▶ **WORK TO COMPLETE**:
Start to finish, print the entries exactly, and carry none of the pictures over.

─── SOURCE RECORDS ───

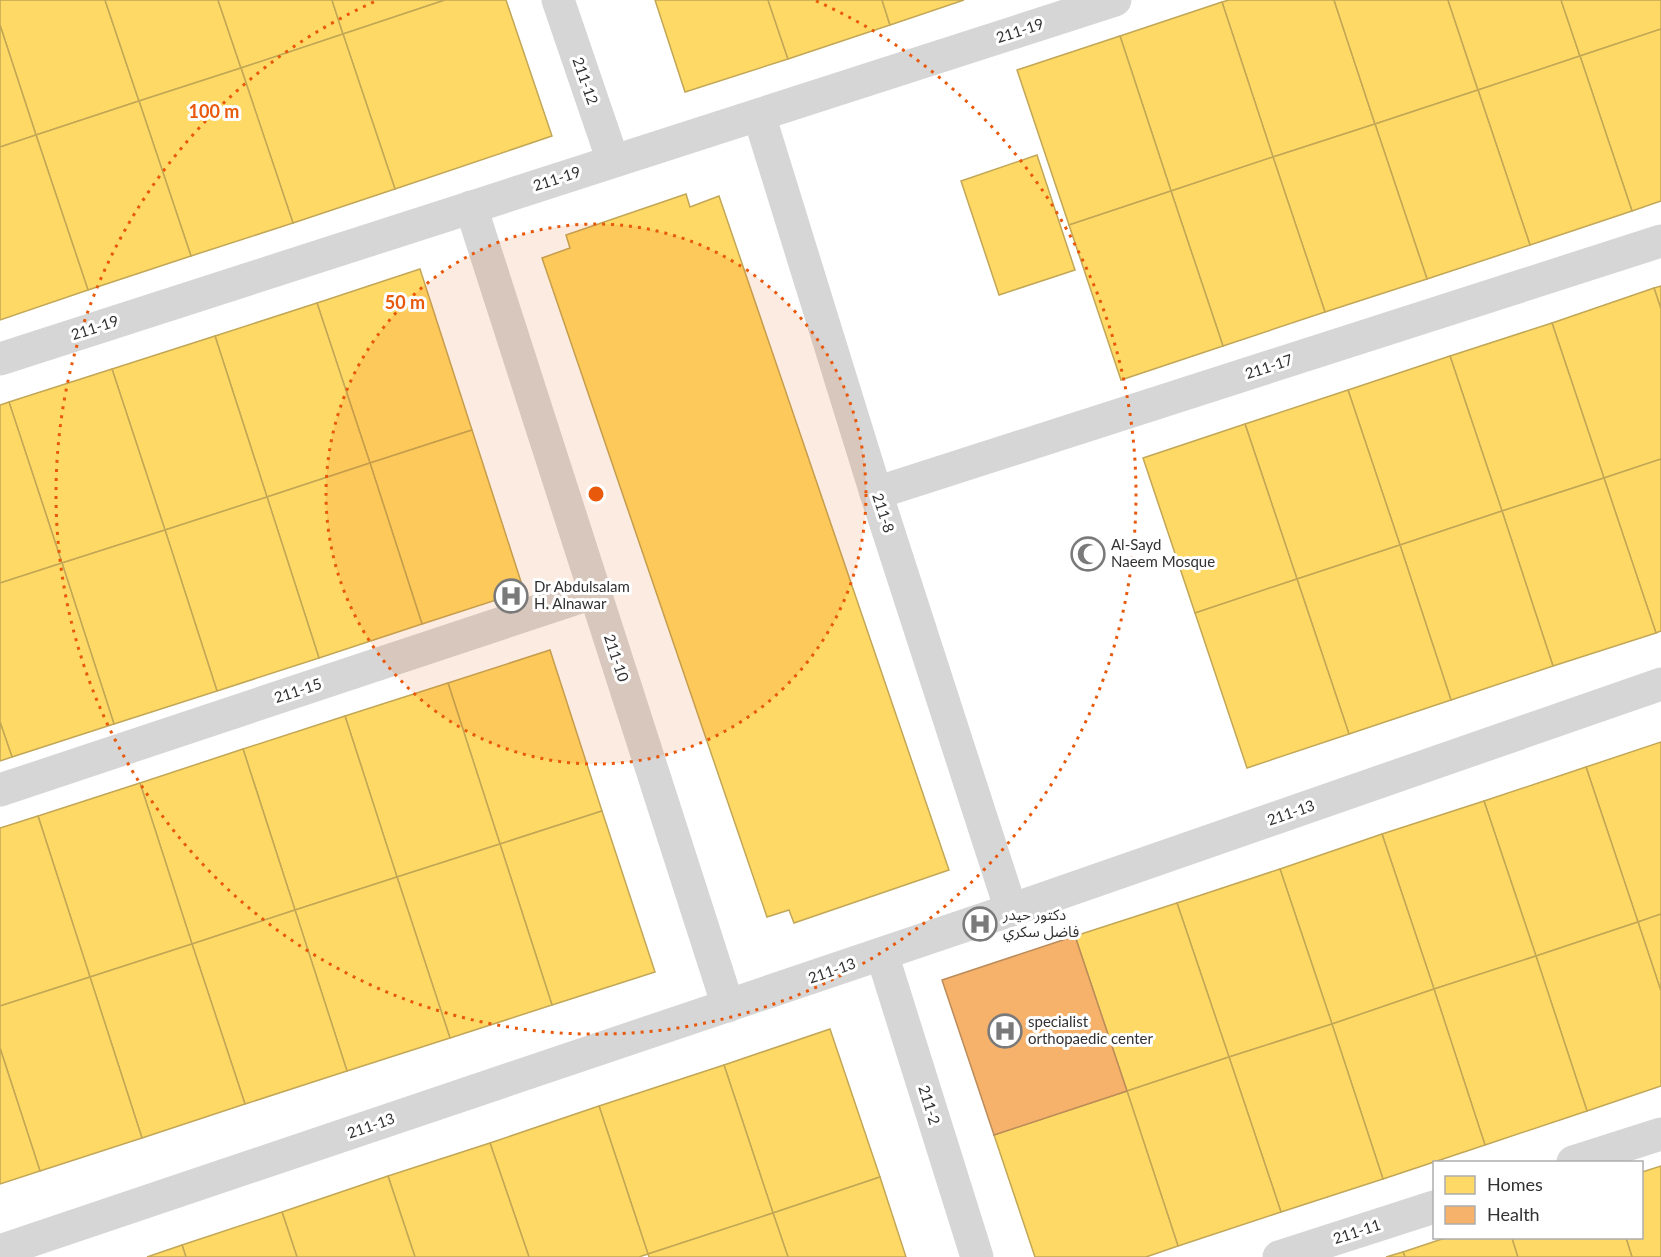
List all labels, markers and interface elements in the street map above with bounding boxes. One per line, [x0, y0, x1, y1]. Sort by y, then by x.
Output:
street label: 211-19 [994, 14, 1046, 46]
street label: 211-12 [569, 55, 602, 107]
text: 100 m [189, 100, 239, 122]
street label: 211-19 [531, 162, 583, 194]
text: 50 m [385, 291, 425, 313]
street label: 211-19 [69, 311, 121, 343]
street label: 211-17 [1243, 350, 1295, 382]
centre of rings [586, 484, 606, 504]
street label: 211-8 [869, 491, 899, 535]
place label: Al-Sayd Naeem Mosque [1111, 535, 1215, 570]
mosque icon: Al-Sayd Naeem Mosque [1070, 536, 1106, 572]
place label: Dr Abdulsalam H. Alnawar [534, 577, 630, 612]
hospital icon: Dr Abdulsalam H. Alnawar [493, 578, 529, 614]
street label: 211-10 [601, 632, 633, 684]
street label: 211-15 [272, 674, 324, 706]
street label: 211-13 [1265, 796, 1317, 829]
place label: دكتور حيدر فاضل سكري [1002, 905, 1079, 943]
hospital icon: دكتور حيدر فاضل سكري [962, 906, 998, 942]
street label: 211-13 [806, 954, 858, 987]
place label: specialist orthopaedic center [1028, 1012, 1153, 1047]
hospital icon: specialist orthopaedic center [987, 1013, 1023, 1049]
street label: 211-2 [915, 1083, 944, 1127]
street label: 211-13 [345, 1109, 397, 1142]
legend [1433, 1161, 1643, 1239]
text: Homes [1487, 1173, 1543, 1195]
text: Health [1487, 1203, 1540, 1225]
street label: 211-11 [1331, 1215, 1383, 1247]

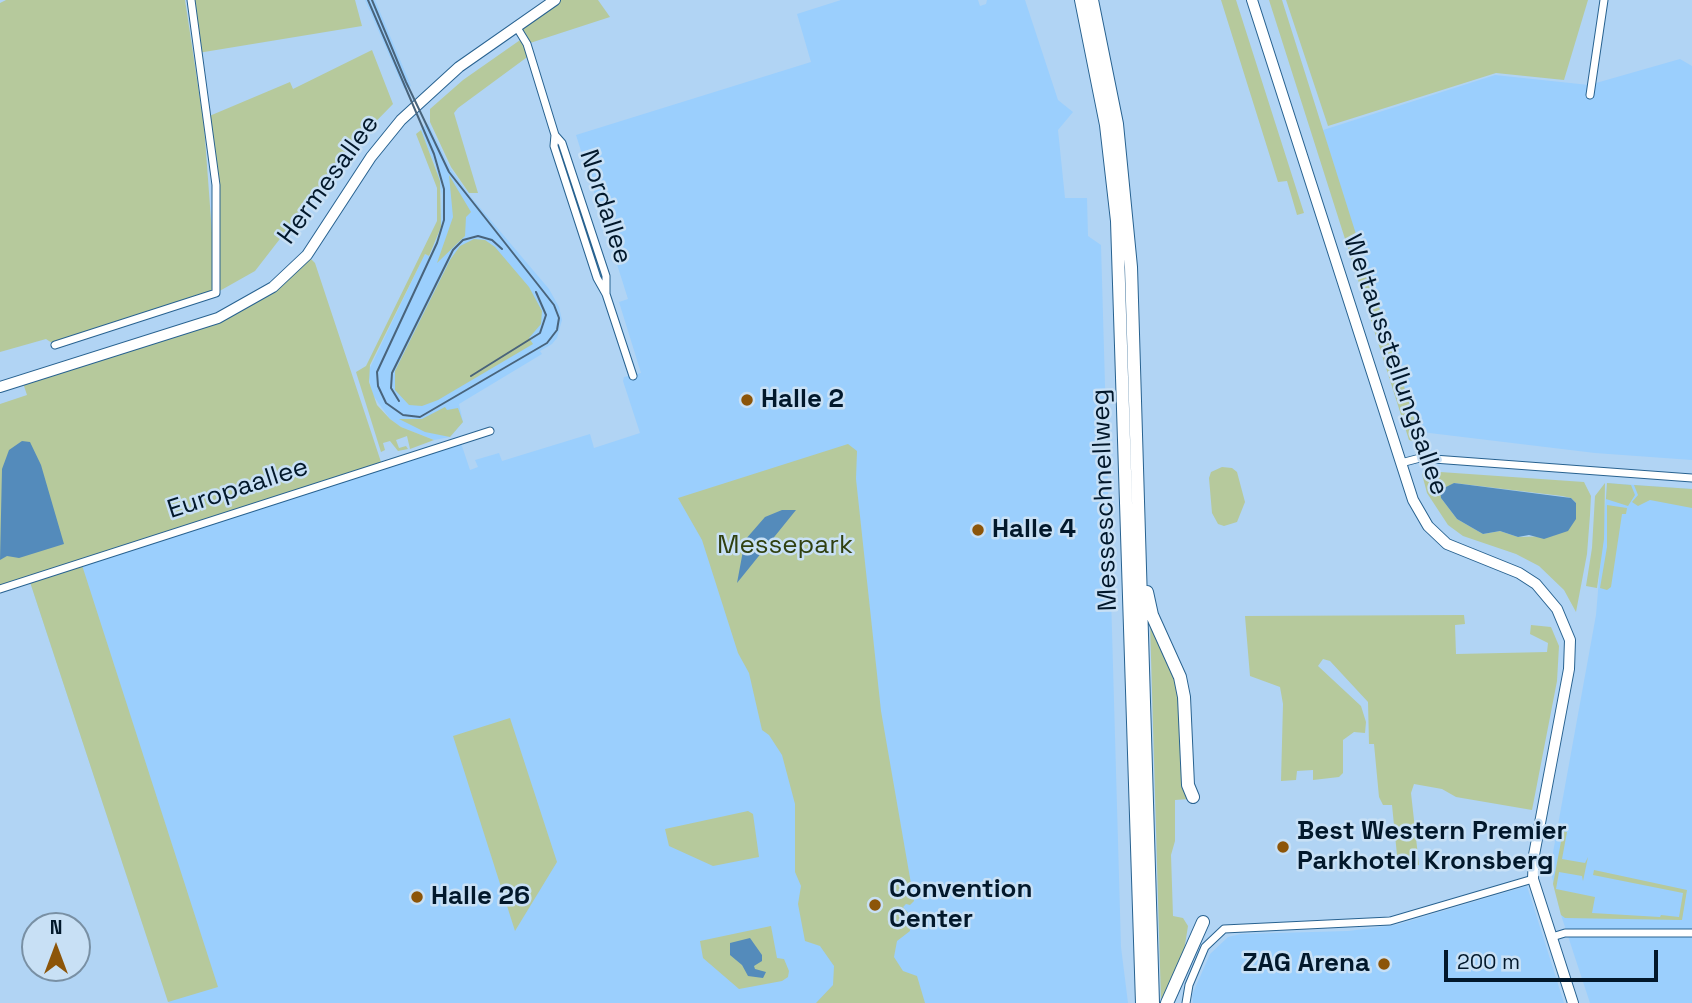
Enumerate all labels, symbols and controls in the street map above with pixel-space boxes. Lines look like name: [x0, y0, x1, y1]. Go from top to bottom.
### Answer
street label: Hermesallee: [272, 109, 386, 251]
street label: Nordallee: [572, 146, 638, 268]
street label: Weltausstellungsallee: [1336, 230, 1454, 500]
place label: Halle 2: [761, 384, 844, 416]
street label: Messeschnellweg: [1086, 388, 1124, 612]
marker: Halle 2: [739, 392, 755, 408]
street label: Europaallee: [164, 452, 312, 526]
place label: Halle 4: [992, 514, 1076, 546]
marker: Halle 4: [970, 522, 986, 538]
park label: Messepark: [717, 530, 853, 562]
place label: Best Western Premier Parkhotel Kronsberg: [1297, 816, 1567, 878]
marker: Best Western Premier Parkhotel Kronsberg: [1275, 839, 1291, 855]
place label: Convention Center: [889, 874, 1033, 936]
place label: Halle 26: [431, 881, 530, 913]
marker: Halle 26: [409, 889, 425, 905]
marker: Convention Center: [867, 897, 883, 913]
north arrow: [21, 912, 91, 982]
text: N: [50, 915, 62, 940]
scale bar: [1447, 936, 1660, 980]
place label: ZAG Arena: [1243, 948, 1370, 980]
text: 200 m: [1457, 948, 1520, 975]
marker: ZAG Arena: [1376, 956, 1392, 972]

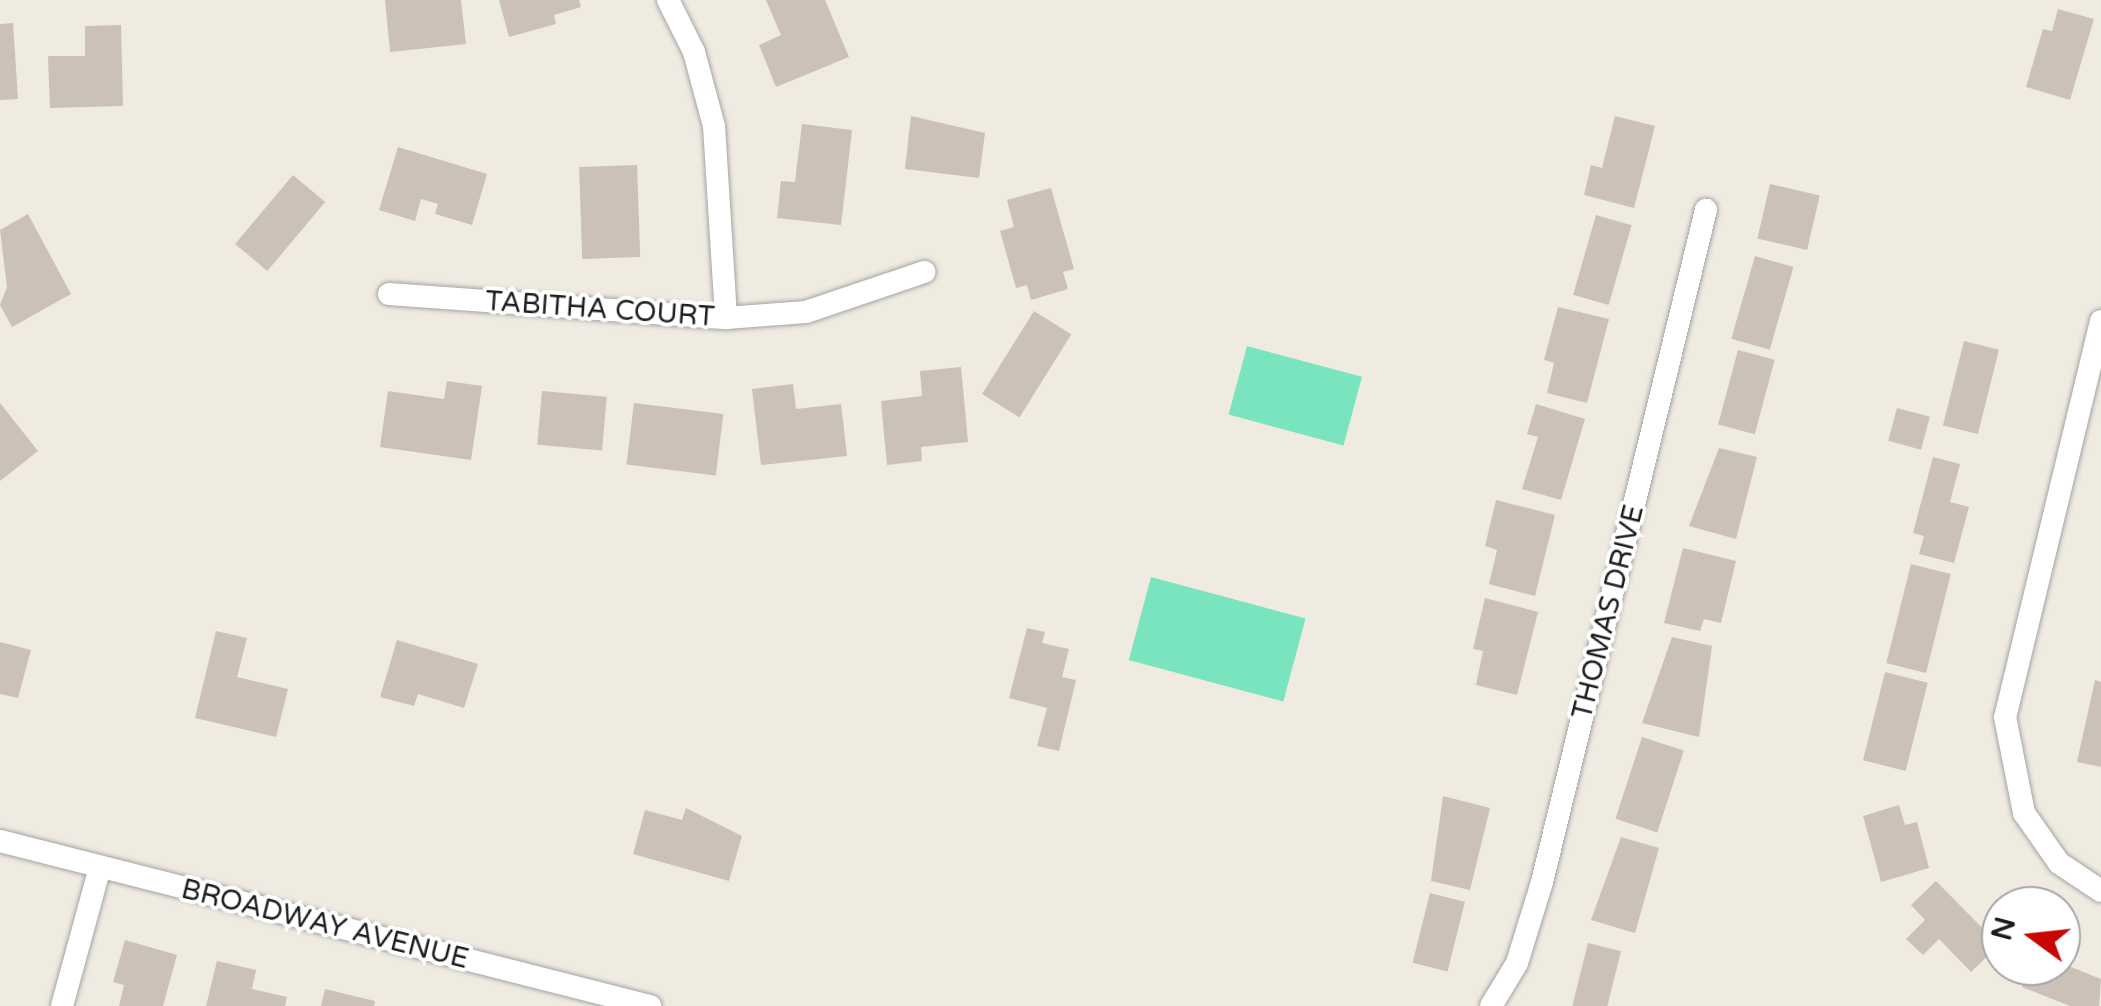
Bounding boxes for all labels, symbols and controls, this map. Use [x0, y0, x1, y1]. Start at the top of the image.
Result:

───

▶ **COMPLETED EXERCISE**:
List all labels, markers and interface elements in the street map above with bounding boxes. One per line, [x0, y0, x1, y1]. Sort by y, then by x.
Output:
street label: 211-19 [994, 14, 1046, 46]
street label: 211-12 [569, 55, 602, 107]
text: 100 m [189, 100, 239, 122]
street label: 211-19 [531, 162, 583, 194]
text: 50 m [385, 291, 425, 313]
street label: 211-19 [69, 311, 121, 343]
street label: 211-17 [1243, 350, 1295, 382]
centre of rings [586, 484, 606, 504]
street label: 211-8 [869, 491, 899, 535]
place label: Al-Sayd Naeem Mosque [1111, 535, 1215, 570]
mosque icon: Al-Sayd Naeem Mosque [1070, 536, 1106, 572]
place label: Dr Abdulsalam H. Alnawar [534, 577, 630, 612]
hospital icon: Dr Abdulsalam H. Alnawar [493, 578, 529, 614]
street label: 211-10 [601, 632, 633, 684]
street label: 211-15 [272, 674, 324, 706]
street label: 211-13 [1265, 796, 1317, 829]
place label: دكتور حيدر فاضل سكري [1002, 905, 1079, 943]
hospital icon: دكتور حيدر فاضل سكري [962, 906, 998, 942]
street label: 211-13 [806, 954, 858, 987]
place label: specialist orthopaedic center [1028, 1012, 1153, 1047]
hospital icon: specialist orthopaedic center [987, 1013, 1023, 1049]
street label: 211-2 [915, 1083, 944, 1127]
street label: 211-13 [345, 1109, 397, 1142]
legend [1433, 1161, 1643, 1239]
text: Homes [1487, 1173, 1543, 1195]
text: Health [1487, 1203, 1540, 1225]
street label: 211-11 [1331, 1215, 1383, 1247]

Enumerate all labels, symbols and controls in the street map above with pixel-space boxes. Lines look like name: [x0, y0, x1, y1]. Go from top to bottom.
### Answer
street label: Hermesallee: [272, 109, 386, 251]
street label: Nordallee: [572, 146, 638, 268]
street label: Weltausstellungsallee: [1336, 230, 1454, 500]
place label: Halle 2: [761, 384, 844, 416]
street label: Messeschnellweg: [1086, 388, 1124, 612]
marker: Halle 2: [739, 392, 755, 408]
street label: Europaallee: [164, 452, 312, 526]
place label: Halle 4: [992, 514, 1076, 546]
marker: Halle 4: [970, 522, 986, 538]
park label: Messepark: [717, 530, 853, 562]
place label: Best Western Premier Parkhotel Kronsberg: [1297, 816, 1567, 878]
marker: Best Western Premier Parkhotel Kronsberg: [1275, 839, 1291, 855]
place label: Convention Center: [889, 874, 1033, 936]
place label: Halle 26: [431, 881, 530, 913]
marker: Halle 26: [409, 889, 425, 905]
marker: Convention Center: [867, 897, 883, 913]
north arrow: [21, 912, 91, 982]
text: N: [50, 915, 62, 940]
scale bar: [1447, 936, 1660, 980]
place label: ZAG Arena: [1243, 948, 1370, 980]
text: 200 m: [1457, 948, 1520, 975]
marker: ZAG Arena: [1376, 956, 1392, 972]

Bounding boxes for all labels, symbols and controls, this map. Use [x0, y0, x1, y1]. Start at the top of the image.
Result:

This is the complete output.